Last week, I saw Torres read at Southern New Hampshire University. He said he got the idea for the first chapter while waiting for a subway in New York and memorized its opening lines by repeating them aloud on the train. He used to write sentences in his head at work. Giving his lines rhythm made them easier to remember.
Torres read two chapters from We the Animals, “We Wanted More” and “Seven,” one of the books most affecting, eerie and tender and violent. He introduced it by saying, “This one is fun and uplifting...just kidding! I don't have any of those.”
In place of reading more, he admitted he was sick of reciting from last year's breakout, he encouraged a long question and answer period. Childhood anecdote: Torres didn't grow up with many books in his house, so he'd snag bodice ripper novels from garage sales.
People (my friends) like to talk about how autobiographical We the Animals is for better and worse. Characters' backgrounds and dynamics match those of Torres's family. The conclusion echoes the writer's adolescence, with jarring shifts in voice and pacing.
He said, “I use personal experience, and I try to make fable, make myth, make fairy tale, make story.”
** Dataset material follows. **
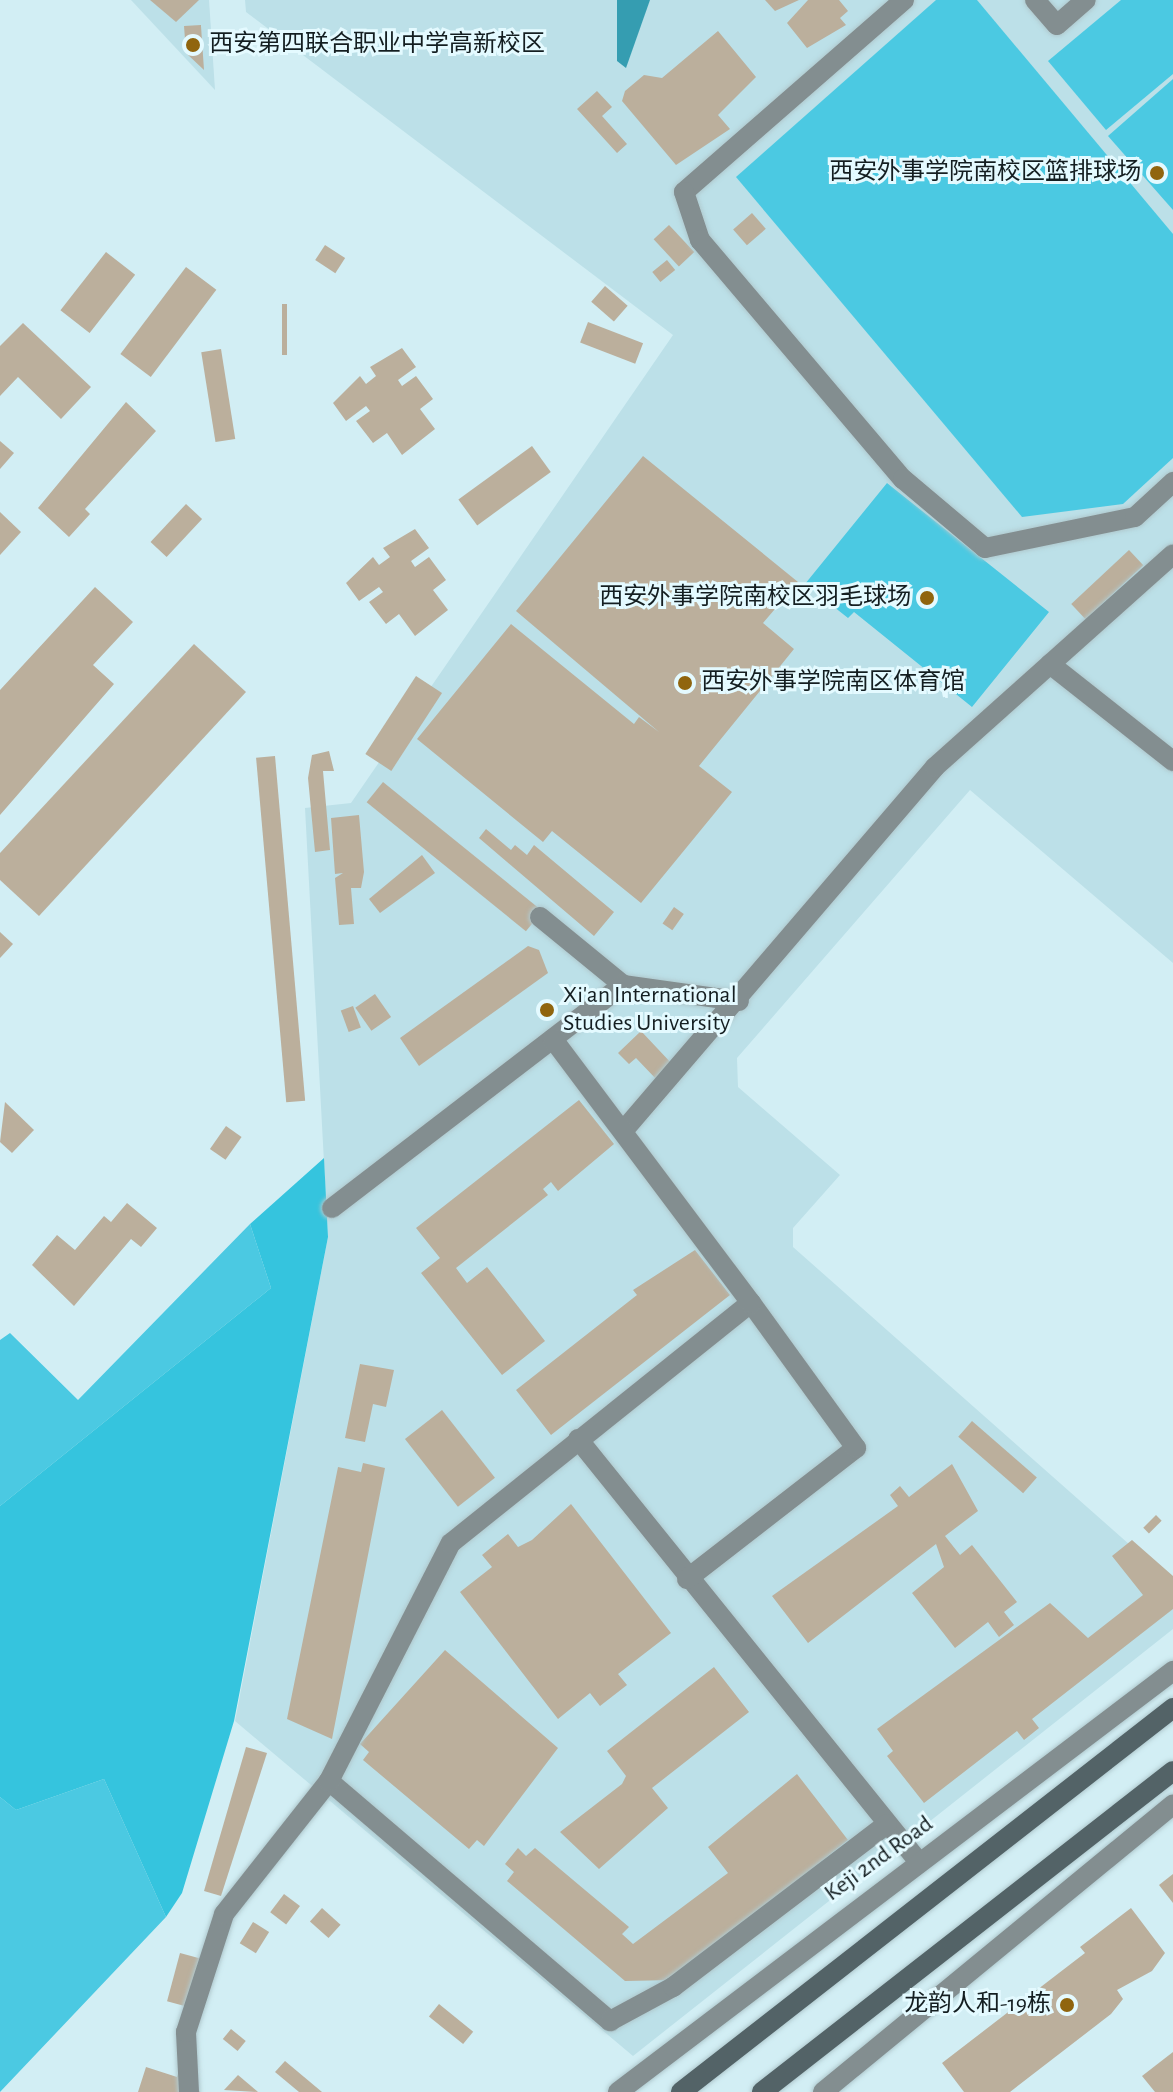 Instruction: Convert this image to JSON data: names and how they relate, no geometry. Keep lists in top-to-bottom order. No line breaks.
{"streets":{"street":["Keji 2nd Road"]},"places":["西安第四联合职业中学高新校区","西安外事学院南校区篮排球场","西安外事学院南校区羽毛球场","西安外事学院南区体育馆","Xi'an International Studies University","龙韵人和-19栋"]} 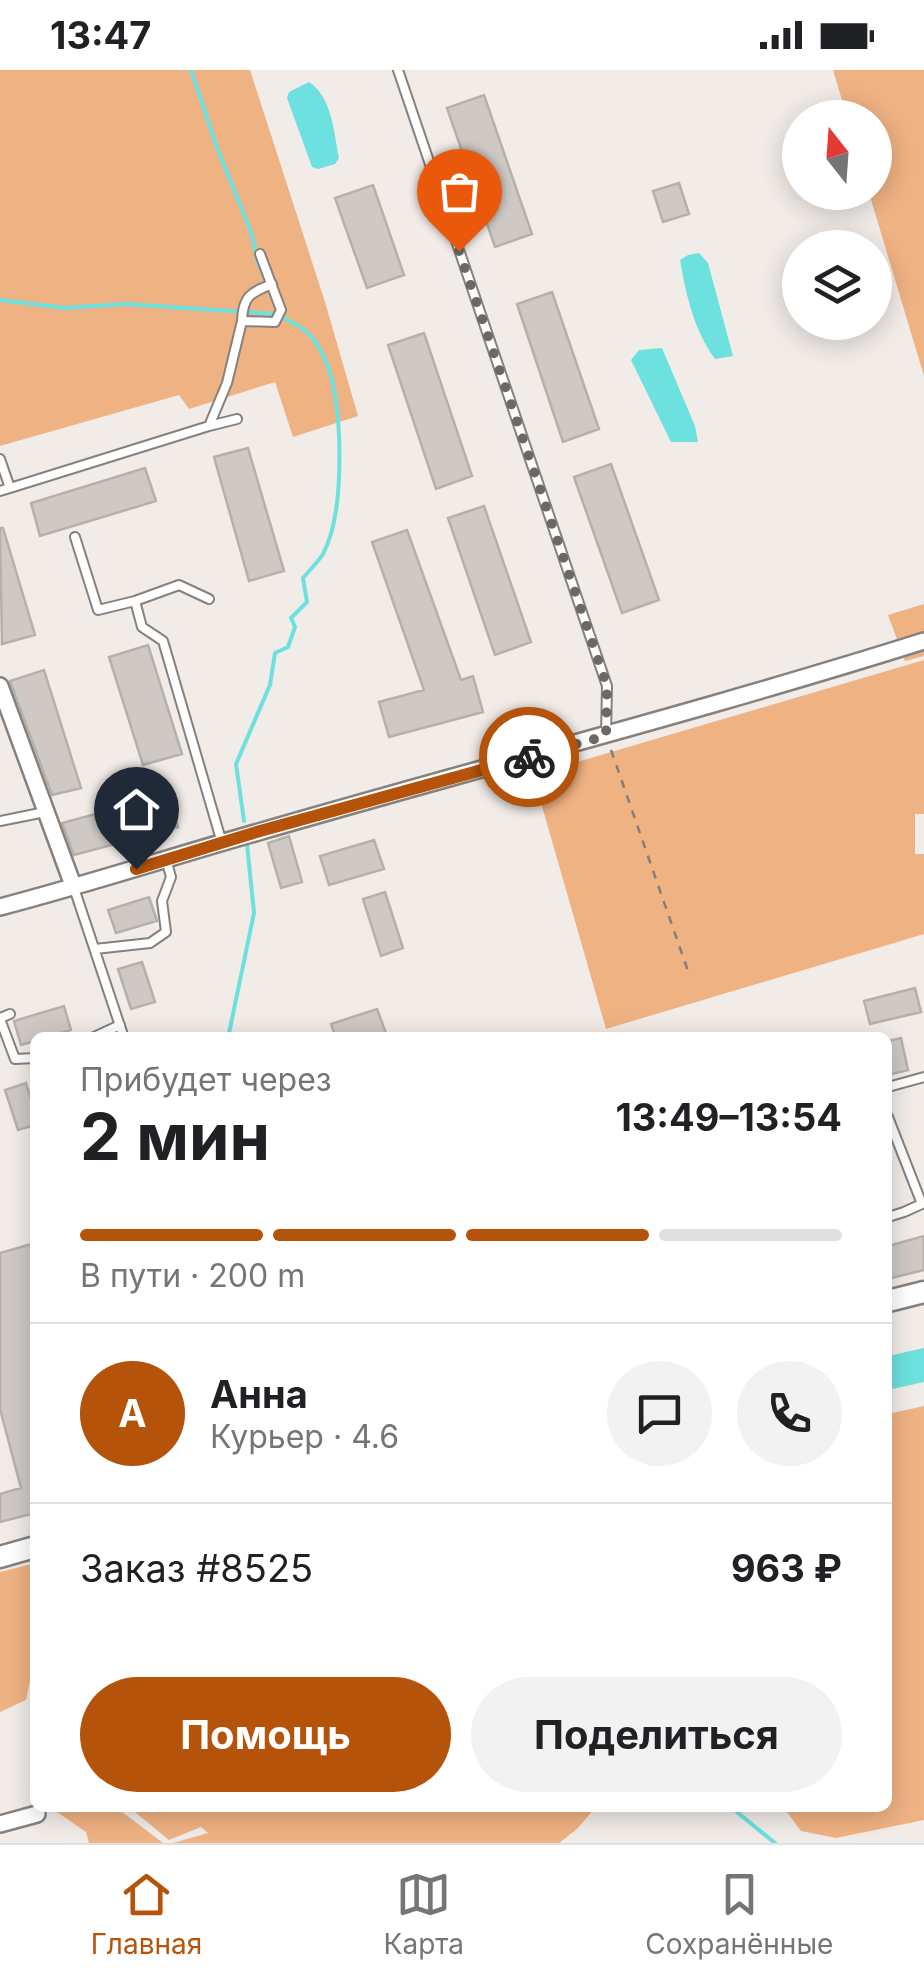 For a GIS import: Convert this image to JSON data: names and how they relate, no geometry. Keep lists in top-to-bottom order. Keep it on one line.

Even though I write nonfiction, his process makes sense to me. Through narrative I try to build memories into their best possible stories. Besides making stuff up, all devices are fair game.
At the night's reception, I asked Torres to name his favorite book of 2012. He said Ayana Mathis's The Twelve Tribes of Hattie, one family's post-Great Migration journey. Like Torres, Mathis attended the Iowa Writers' Workshop, and the two are best friends.
Then he sipped a Shock Top, and I finished my merlot, and we worked on plates of mini eggrolls and mysterious quiche bites; we were hungry.